La semaine dernière, je suis allée passer 3 jours à Dublin toute seule. Il faut savoir que j’ai très peu exploré le monde dans ma vie, et encore moins toute seule. Voyager est une chose simple pour beaucoup, mais pour moi c’est une montagne. L’un de ces plaisirs que je ne m’autorise pas, empêchée par une trame solide de peurs et d’interdictions plus ou moins conscientes.
Pendant le vol du retour, j’ai passé de longues minutes à observer le paysage, fascinée par le réseau lumineux que formaient les constructions humaines dans la nuit. Les villes, les villages, les routes, les bateaux. L’enfant en moi y voyait un filigrane d’or vieilli d’une beauté irréelle. L’adulte coupable pensait à un lichen nitrophile recouvrant la surface terrestre chaque jour un peu plus, sa terrible beauté symptomatique de notre action.
Puis je me suis demandée : « Où sont les voitures ? Est-ce que tu les vois bouger ? » et j’ai fixé les routes à la recherche d’un mouvement.
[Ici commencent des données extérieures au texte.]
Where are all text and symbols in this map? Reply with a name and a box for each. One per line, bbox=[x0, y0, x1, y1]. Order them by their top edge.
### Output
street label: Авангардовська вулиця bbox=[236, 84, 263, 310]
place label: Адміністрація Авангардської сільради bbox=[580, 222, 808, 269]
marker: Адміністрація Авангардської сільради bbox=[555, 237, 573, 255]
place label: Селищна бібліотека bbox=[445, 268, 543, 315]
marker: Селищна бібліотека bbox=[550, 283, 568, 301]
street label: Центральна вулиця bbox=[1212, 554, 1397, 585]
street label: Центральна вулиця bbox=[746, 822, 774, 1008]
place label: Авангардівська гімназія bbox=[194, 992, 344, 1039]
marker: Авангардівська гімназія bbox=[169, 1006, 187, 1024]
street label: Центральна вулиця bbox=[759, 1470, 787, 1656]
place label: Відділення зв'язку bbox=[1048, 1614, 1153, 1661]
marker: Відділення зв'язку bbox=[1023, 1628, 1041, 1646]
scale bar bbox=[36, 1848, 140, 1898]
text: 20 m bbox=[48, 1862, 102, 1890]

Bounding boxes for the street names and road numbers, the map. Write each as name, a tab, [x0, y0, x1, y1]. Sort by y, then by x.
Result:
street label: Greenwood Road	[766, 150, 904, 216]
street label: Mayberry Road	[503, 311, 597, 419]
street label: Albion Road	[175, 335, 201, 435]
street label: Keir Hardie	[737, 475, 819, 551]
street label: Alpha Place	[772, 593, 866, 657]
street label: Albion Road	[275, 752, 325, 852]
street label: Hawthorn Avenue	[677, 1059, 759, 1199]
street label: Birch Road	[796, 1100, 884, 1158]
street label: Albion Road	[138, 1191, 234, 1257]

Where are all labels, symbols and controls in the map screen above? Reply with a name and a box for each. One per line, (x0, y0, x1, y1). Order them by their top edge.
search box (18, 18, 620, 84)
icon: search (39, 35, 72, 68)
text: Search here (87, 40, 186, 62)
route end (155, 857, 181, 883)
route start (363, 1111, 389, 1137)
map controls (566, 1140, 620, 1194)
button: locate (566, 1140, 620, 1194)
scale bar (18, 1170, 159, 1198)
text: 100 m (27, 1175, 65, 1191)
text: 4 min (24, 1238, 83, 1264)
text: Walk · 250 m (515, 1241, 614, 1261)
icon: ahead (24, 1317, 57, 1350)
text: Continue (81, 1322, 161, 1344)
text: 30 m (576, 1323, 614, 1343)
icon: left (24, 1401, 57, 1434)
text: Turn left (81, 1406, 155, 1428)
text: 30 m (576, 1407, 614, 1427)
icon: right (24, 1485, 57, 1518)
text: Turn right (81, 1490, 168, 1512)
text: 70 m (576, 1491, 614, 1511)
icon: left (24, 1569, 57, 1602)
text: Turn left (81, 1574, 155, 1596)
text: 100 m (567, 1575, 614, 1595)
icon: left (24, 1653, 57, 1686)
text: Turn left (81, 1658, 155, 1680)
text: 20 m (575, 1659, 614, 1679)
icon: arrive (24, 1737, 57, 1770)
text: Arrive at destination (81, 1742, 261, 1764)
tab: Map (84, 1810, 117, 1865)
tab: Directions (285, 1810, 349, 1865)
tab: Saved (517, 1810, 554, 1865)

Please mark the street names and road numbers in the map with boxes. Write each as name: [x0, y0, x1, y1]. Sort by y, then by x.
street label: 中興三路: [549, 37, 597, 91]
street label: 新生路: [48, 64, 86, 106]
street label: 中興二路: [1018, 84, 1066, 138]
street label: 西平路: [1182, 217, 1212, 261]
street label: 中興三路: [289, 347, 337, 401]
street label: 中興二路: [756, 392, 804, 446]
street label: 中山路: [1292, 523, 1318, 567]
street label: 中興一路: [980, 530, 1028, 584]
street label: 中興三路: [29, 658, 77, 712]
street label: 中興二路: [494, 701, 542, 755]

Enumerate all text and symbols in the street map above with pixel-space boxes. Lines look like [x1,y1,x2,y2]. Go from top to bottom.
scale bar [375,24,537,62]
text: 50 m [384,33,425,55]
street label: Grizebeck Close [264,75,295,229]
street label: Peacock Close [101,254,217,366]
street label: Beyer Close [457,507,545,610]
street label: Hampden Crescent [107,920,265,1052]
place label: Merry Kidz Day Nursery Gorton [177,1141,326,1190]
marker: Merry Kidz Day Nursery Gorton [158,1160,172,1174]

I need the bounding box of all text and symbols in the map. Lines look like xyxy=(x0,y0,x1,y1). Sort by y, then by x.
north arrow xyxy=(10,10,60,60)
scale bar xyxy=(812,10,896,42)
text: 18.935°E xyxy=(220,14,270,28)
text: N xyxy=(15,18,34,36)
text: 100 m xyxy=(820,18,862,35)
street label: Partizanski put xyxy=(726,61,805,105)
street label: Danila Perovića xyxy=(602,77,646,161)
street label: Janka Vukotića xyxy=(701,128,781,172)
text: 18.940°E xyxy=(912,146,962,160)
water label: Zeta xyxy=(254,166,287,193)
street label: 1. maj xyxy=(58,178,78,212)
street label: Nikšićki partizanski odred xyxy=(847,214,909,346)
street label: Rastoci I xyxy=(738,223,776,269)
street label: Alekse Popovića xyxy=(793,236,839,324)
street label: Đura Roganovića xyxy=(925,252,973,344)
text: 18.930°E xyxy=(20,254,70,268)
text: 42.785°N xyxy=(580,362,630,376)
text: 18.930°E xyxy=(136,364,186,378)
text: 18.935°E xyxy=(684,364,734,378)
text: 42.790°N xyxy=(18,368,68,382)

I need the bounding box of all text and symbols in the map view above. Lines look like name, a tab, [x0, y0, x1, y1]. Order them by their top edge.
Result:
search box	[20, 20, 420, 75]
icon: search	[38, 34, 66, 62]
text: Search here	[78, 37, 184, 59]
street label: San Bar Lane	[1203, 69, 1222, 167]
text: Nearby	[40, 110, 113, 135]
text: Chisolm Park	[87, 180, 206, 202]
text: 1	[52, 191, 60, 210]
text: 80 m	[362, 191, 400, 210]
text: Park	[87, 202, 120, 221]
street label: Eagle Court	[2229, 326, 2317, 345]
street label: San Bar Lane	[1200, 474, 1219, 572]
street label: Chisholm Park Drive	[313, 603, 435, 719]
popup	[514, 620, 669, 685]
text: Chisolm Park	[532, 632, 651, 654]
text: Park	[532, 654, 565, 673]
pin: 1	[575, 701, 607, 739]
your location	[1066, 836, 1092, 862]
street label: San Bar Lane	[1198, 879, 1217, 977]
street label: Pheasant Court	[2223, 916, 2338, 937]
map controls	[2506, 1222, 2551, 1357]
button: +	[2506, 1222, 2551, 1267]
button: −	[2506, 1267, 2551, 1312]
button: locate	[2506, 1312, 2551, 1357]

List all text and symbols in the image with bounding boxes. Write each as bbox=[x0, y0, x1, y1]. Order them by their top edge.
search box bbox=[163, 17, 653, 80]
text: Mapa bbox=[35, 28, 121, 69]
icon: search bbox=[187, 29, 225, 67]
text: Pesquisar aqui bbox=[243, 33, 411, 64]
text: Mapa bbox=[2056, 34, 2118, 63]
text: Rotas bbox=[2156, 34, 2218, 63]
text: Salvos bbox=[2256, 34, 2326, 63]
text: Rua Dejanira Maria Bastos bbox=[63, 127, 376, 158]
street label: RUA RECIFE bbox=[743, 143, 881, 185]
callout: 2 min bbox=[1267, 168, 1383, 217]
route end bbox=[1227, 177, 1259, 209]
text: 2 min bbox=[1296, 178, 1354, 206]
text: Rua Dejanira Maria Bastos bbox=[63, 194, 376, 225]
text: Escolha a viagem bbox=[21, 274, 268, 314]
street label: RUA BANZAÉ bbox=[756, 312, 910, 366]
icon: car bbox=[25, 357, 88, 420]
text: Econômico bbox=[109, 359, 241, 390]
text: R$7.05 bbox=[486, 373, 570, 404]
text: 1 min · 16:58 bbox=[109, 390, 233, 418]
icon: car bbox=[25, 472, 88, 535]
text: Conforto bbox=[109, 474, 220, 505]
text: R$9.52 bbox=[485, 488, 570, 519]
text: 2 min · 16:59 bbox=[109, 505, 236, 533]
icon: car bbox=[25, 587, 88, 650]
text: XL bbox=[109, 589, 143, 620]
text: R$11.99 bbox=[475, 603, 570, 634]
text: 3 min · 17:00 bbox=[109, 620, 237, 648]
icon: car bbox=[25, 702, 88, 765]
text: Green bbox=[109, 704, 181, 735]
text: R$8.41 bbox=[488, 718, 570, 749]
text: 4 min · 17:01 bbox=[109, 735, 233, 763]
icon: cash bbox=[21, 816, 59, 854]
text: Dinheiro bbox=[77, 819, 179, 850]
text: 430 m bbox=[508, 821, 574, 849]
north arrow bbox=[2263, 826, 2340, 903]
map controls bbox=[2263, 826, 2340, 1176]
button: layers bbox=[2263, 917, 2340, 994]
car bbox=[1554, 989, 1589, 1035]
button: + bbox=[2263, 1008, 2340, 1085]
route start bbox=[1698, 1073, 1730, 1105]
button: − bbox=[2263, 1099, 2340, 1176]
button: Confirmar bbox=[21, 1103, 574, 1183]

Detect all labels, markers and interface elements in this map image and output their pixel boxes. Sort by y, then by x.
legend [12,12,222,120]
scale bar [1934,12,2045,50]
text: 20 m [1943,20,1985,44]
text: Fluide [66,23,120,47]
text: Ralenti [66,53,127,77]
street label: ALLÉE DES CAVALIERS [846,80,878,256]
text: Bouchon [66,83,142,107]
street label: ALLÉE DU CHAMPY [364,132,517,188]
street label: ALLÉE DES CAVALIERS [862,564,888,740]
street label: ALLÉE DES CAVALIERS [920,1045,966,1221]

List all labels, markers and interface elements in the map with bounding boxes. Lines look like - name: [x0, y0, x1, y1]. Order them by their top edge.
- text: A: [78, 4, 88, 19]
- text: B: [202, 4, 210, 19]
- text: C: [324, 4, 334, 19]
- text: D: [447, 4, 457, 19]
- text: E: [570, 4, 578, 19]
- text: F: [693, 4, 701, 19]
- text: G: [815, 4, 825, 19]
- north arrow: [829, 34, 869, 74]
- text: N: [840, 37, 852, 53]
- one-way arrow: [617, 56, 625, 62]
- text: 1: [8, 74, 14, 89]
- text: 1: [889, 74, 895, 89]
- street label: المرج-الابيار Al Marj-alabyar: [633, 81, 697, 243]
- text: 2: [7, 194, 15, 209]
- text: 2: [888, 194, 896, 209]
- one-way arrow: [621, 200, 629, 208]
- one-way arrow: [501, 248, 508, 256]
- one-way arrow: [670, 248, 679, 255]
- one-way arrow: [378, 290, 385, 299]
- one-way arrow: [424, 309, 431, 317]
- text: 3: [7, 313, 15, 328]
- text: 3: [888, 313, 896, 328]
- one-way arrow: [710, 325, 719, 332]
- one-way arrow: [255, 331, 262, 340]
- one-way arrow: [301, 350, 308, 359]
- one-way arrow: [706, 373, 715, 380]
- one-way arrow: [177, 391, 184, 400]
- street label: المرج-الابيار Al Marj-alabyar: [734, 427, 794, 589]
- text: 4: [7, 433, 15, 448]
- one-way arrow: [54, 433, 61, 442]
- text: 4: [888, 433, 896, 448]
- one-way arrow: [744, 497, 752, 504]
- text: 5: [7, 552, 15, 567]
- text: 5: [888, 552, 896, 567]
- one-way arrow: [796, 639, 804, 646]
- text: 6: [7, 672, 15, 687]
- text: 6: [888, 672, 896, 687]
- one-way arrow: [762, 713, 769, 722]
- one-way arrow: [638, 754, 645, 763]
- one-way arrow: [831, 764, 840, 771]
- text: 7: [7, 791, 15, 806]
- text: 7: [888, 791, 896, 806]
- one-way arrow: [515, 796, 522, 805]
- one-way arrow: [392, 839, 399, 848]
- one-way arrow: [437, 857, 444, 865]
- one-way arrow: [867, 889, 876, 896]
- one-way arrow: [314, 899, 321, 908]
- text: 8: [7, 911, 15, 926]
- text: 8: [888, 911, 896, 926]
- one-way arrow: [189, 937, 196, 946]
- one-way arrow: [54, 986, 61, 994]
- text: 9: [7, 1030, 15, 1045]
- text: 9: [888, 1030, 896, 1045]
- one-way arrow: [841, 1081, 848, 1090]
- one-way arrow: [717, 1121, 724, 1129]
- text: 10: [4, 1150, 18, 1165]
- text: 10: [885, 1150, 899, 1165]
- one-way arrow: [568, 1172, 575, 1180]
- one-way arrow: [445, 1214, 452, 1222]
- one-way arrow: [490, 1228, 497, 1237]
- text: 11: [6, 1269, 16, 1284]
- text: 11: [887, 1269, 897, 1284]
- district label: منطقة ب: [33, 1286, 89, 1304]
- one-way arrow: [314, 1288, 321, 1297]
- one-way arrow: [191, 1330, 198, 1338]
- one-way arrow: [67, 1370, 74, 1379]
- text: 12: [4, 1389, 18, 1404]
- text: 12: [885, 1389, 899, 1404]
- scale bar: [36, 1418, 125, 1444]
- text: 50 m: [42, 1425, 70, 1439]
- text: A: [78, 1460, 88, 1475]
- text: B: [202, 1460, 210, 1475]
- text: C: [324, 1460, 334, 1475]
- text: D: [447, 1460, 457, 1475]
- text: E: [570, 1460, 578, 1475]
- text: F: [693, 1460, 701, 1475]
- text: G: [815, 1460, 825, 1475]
Tout semblait figé, jusqu’à ce qu’un effort supplémentaire de concentration me permette de distinguer l’avancée d’un véhicule. Lent, si lent, tellement lent qu’il semblait immobile. Par un jeu de perspective quasi-inversée, je me suis revue petite, terrifiée dans mon lit à l’idée de l’infini, de l’univers, de ce qu’il impliquait quant à la valeur de nos existences.
Il y a longtemps, je crois avoir lu que dans certains moments de grands dangers, les êtres humains percevaient soudain quelques secondes comme une éternité. Un étirement du temps qui leur permettrait quoi, déjà ? De pouvoir réagir ? De s’ajuster à leur propre mort, le fameux « voir sa vie défiler devant ses yeux » ?
Là-haut, voir cette voiture progresser comme pousse un brin d’herbe m’a procuré un inexplicable réconfort. Je ne sais pas trop pourquoi. Peut-être que je l’ai pris comme un rappel que tout ce qui paraît trop rapide peut être ralenti, même nos vies qui paraissent si petites.